Publié le par Lucie P

"Appelez moi Ismael...appelez-moi Ismael ..." Je ne cassais de me répéter cette phrase en attendant dans l'aéroport de Hambourg, et je sentais qu'une force extraordinaire rendait mon mince billet d'avion plus lourd, toujours plus lourd à mesure que l'heure du départ approchait.

J'avais passé le premier contrôle et j'arpentais la salle d'embarquement, accroché à mon sac de voyage. Je ne l'avais pas rempli exagérément: un appareil photo, un carnet de notes et un livre de Bruce Chatwin, En Patagonie. J'ai toujours détesté les gens qui soulignent ou mettent des annotations dans les livres, mais dans celui-là mots soulignés et points d'exclamation s'étaient accumulés au bout de trois lectures. Et je comptais le lire une quatrième fois pendant le vol Hambourg-Santiago du Chili.

J'avais toujours voulu retourner au Chili.
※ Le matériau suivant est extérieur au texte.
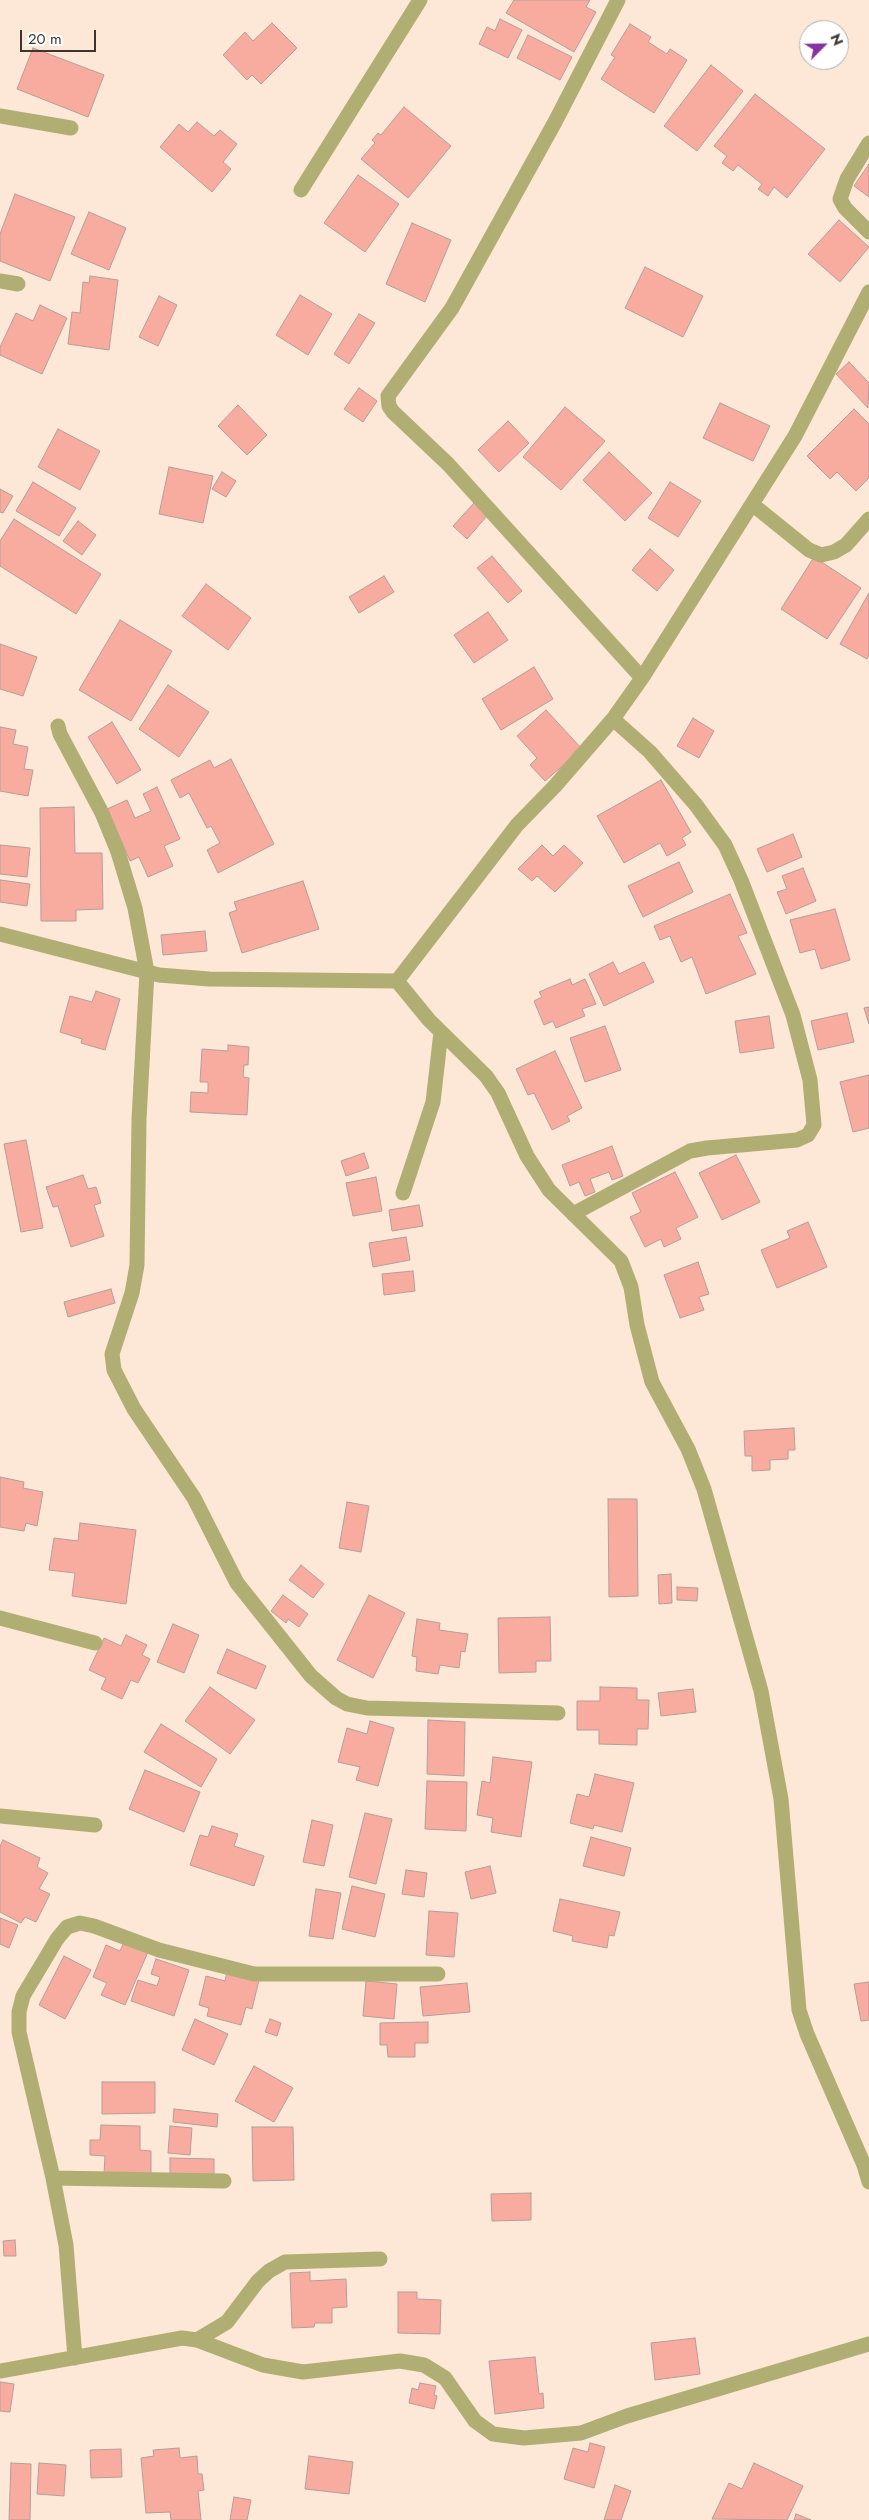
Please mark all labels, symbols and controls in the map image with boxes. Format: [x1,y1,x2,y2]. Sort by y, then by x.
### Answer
scale bar [22,20,99,52]
north arrow [799,20,849,70]
text: 20 m [28,28,62,50]
text: N [826,31,848,49]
Oui, je le voulais vraiment, mais au moment de la décision la peur l'emportait, et le désir de retrouver mon frère et les amis que j'ai là-bas était devenu une promesse en laquelle je croyais d emoins en moins à force de l'avoir trop répétée.

J'avais passé trop d'années à vagabonder sans but précis, et, parfois, l'envie de m'arrêter me conseillait un petit village de pêcheurs en Crète, Ierapetra, ou une paisible bourgade asturienne, Villaviciosa. Et puis, un jour, le livre de Chatwin m'était tombé entre les mains, et voilà qu'il m'avait rendu à un monde que je croyais avoir oublié et qui m'attendait toujours: la monde du bout du monde.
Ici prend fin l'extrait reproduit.